Security & Privacy
Distributed comment spam prevention
Freshness Warning
This blog post is over 21 years old. It's possible that the information you read below isn't current and the links no longer work.
3 Sep 2003
Earlier I mentioned some ideas for preventing comment spam. Thanks to a TrackBack ping, I found out that Simon Willison had been discussing the same thing yesterday. I need to read Simon more often. This is the second time that I’ve been working on something only to find out that he’s doing something similar.

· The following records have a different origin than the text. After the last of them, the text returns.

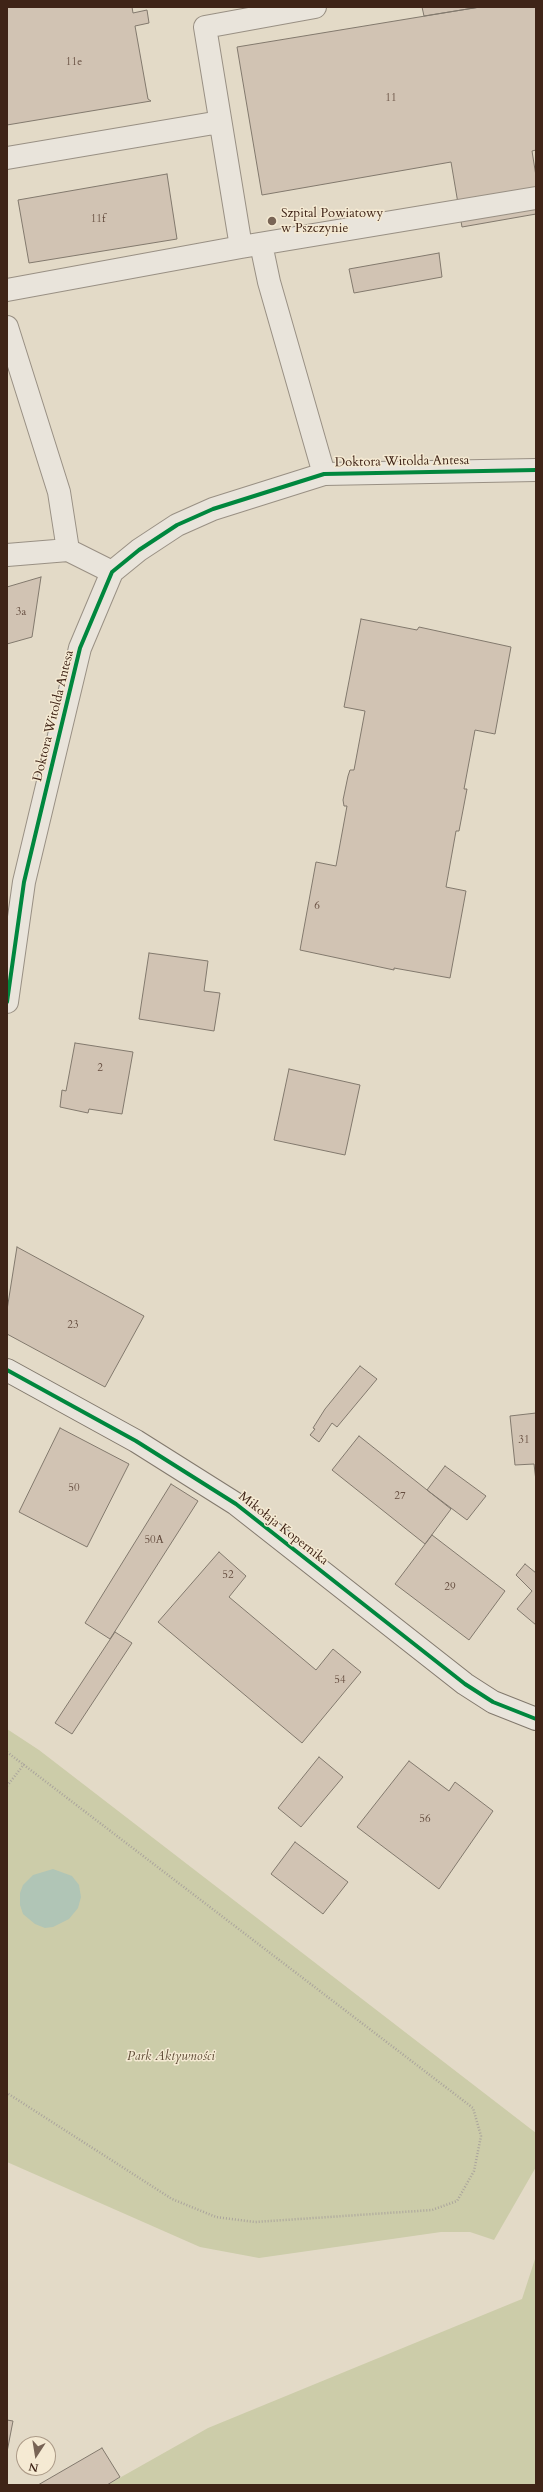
<!DOCTYPE html>
<meta charset="utf-8">
<style>
body{margin:0}
#map{position:relative;width:543px;height:2492px;overflow:hidden;background:#e3dac7;font-family:Cardo,serif}
canvas{display:block}
.frame{position:absolute;inset:0;border:8px solid #3f2417;pointer-events:none}
.north{position:absolute;left:16px;top:2436px;width:40px;height:40px;box-sizing:border-box;background:#f5ead3;border:1px solid #ac9b88;border-radius:50%;rotate:192deg;font-size:11px;font-weight:700;line-height:16px;text-align:center;color:#3f2417}
.north::after{content:'';display:block;margin:auto;width:14px;height:18px;background:#786455;clip-path:polygon(50% 0,100% 100%,50% 72%,0 100%)}
</style>
<div id="map">
<canvas width="543" height="2492"></canvas>
<div class="frame"></div>
<div class="north">N</div>
</div>
<script>
const c = document.querySelector('canvas').getContext('2d');
c.lineJoin = 'round';
function paint(path, color) { c.fillStyle = color; c.fill(path, 'evenodd'); }
const shape = rows => new Path2D(rows.map(r => 'M' + r).join(''));
function strokePath(path, color, width, dash) { c.strokeStyle = color; c.lineWidth = width; c.lineCap = dash ? 'butt' : 'round'; c.setLineDash(dash || []); c.stroke(path); }
function drawText(font, color, halo, rows, align = 'center') {
  c.font = font + ' Cardo,serif'; c.lineWidth = 3; c.setLineDash([]); c.textBaseline = 'middle'; c.strokeStyle = halo; c.fillStyle = color; for (const [text, x, y, turn = 0] of rows) {
    c.save(); c.translate(x, y); c.rotate((+turn || 0) * Math.PI / 180); c.textAlign = isNaN(turn) ? turn : align; if (halo) c.strokeText(text, 0, 0); c.fillText(text, 0, 0); c.restore();
  }
}
paint(shape([
 [7,1729,39,1750,536,2133,536,2167,494,2240,470,2232,441,2232,259,2258,200,2247,7,2162],
 [535,2259,536,2485,107,2485,208,2428,522,2299]
]), '#cccca9');
paint(shape([
 [53,1869,72,1876,79,1885,81,1897,78,1908,69,1919,53,1927,45,1928,35,1924,23,1914,20,1905,20,1893,23,1885,33,1875]
]), '#b0c5b6');
const building = shape([
 [7,7,132,7,133,13,147,10,149,23,135,26,148,99,151,101,7,125,7,7],
 [422,7,480,7,424,16,422,7],
 [480,7,536,7,536,150,532,151,536,176,536,214,462,227,451,162,262,195,237,47,480,7],
 [167,174,177,239,29,263,18,200,167,174],
 [439,253,442,277,354,293,349,269,439,253],
 [41,577,32,637,7,644,7,587,41,577],
 [361,619,417,630,419,627,511,647,495,734,475,730,464,789,467,789,459,831,456,831,446,887,466,891,450,978,394,968,394,970,300,950,316,862,336,866,347,806,344,806,343,800,348,776,350,770,354,770,365,711,344,707,361,619],
 [149,953,208,961,204,991,220,993,214,1031,139,1019,149,953],
 [75,1043,133,1052,122,1114,89,1109,88,1113,60,1107,62,1090,66,1091,75,1043],
 [289,1069,360,1085,345,1155,274,1140,289,1069],
 [17,1247,144,1316,105,1387,7,1334,7,1310,17,1247],
 [360,1366,377,1379,337,1427,332,1423,319,1442,310,1435,315,1429,313,1428,325,1409,360,1366],
 [536,1413,536,1481,534,1464,515,1465,510,1416,536,1413],
 [60,1428,129,1464,87,1547,19,1512,60,1428],
 [359,1436,451,1509,425,1544,332,1470,359,1436],
 [445,1466,486,1496,467,1520,427,1490,445,1466],
 [171,1484,198,1501,110,1639,85,1623,171,1484],
 [432,1535,505,1591,469,1640,395,1584,432,1535],
 [219,1552,246,1576,229,1597,316,1670,333,1649,361,1672,302,1743,158,1622,219,1552],
 [525,1564,536,1573,536,1625,517,1609,532,1591,516,1575,525,1564],
 [115,1632,132,1643,72,1734,55,1723,115,1632],
 [319,1757,343,1777,301,1827,278,1808,319,1757],
 [409,1761,449,1791,455,1782,493,1811,439,1889,357,1827,409,1761],
 [295,1842,348,1882,323,1914,271,1874,295,1842],
 [7,2420,13,2421,7,2452,7,2420],
 [102,2448,120,2477,107,2485,38,2485,102,2448]
]);
paint(building, '#d1c3b3');
strokePath(building, '#82796d', 1);
const lane = shape([
 [7,158,220,122],
 [261,244,269,282,324,474],
 [241,247,205,27,315,7],
 [7,290,241,247,536,198],
 [7,327,59,492,68,550],
 [7,555,68,550,112,572]
]);
const street = shape([
 [7,1002,24,882,80,648,112,572,139,550,177,525,213,509,324,474,536,470]
]);
const secondary = shape([
 [7,1370,136,1441,236,1504,465,1684,493,1702,536,1719]
]);
strokePath(lane, '#999084', 24);
strokePath(street, '#999084', 24);
strokePath(secondary, '#82796d', 24);
strokePath(shape([
 [7,1752,473,2108,481,2136,474,2171,457,2201,432,2210,255,2222,216,2217,172,2199,7,2093],
 [7,1786,25,1763]
]), '#aaa49c', 2.5, [1, 2]);
strokePath(lane, '#e9e4db', 22);
strokePath(street, '#e9e4db', 22);
strokePath(secondary, '#e9e4db', 22);
strokePath(shape([
 [7,1002,24,882,80,648,112,572,139,550,177,525,213,509,324,474,536,470],
 [7,1370,136,1441,236,1504,465,1684,493,1702,536,1719]
]), '#00873e', 4);
for (const [x, y, r, color] of [
 [272,221,5,"#786455"]
]) { const dot = new Path2D(); dot.arc(x, y, r, 0, 2 * Math.PI); c.fillStyle = color; c.fill(dot); strokePath(dot, '#f5ead3', 1.5); }
drawText('11px', '#644c3e', null, [
 ["11e",74,62],
 ["11",391,98],
 ["11f",98,219],
 ["3a",21,612],
 ["6",317,906],
 ["2",100,1068],
 ["23",73,1325],
 ["31",524,1440],
 ["50",74,1488],
 ["27",400,1496],
 ["50A",154,1540],
 ["52",228,1575],
 ["29",450,1587],
 ["54",340,1680],
 ["56",425,1819]
]);
drawText('13px', '#3f2417', '#f5ead3', [
 ["Szpital Powiatowy",281,214],
 ["w Pszczynie",281,229]
], 'left');
drawText('13px', '#3f2417', '#f5ead3', [
 ["Doktora Witolda Antesa",402,462,-1],
 ["Doktora Witolda Antesa",54,716,-76],
 ["Mikołaja Kopernika",283,1529,38]
]);
drawText('italic 13px', '#5e4b35', '#f5ead3', [
 ["Park Aktywności",171,2057]
]);
</script>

Simon’s offering a blacklist of domains that are used in his spam, and that gave me an idea. Combine a distributed blacklist with my distributed anti-spam concept. Sites could participate by sending the IP address, URL, and a digest of the comment body (an MD5 hash would work) to a central server or a cloud of servers. If the server saw that the same comment was being posted multiple places within a short time period it would send a ping to all participating sites. The ping would contain the IP address and URL of the spammer. The sites would then use this information to ban further comments from that site and IP. Ideally the ban would be temporary to minimize the impact of false positives, but that would be up to the site’s software.
Essentially, this would create an organic system that responds to wholesale comment spamming in real time. This wouldn’t solve the problem of someone posting an individual comment on a single site, but that’s not really the way spammers work. For spam to be effective, it needs enormous volume. And the only way to have that sort of posting volume is to automate it.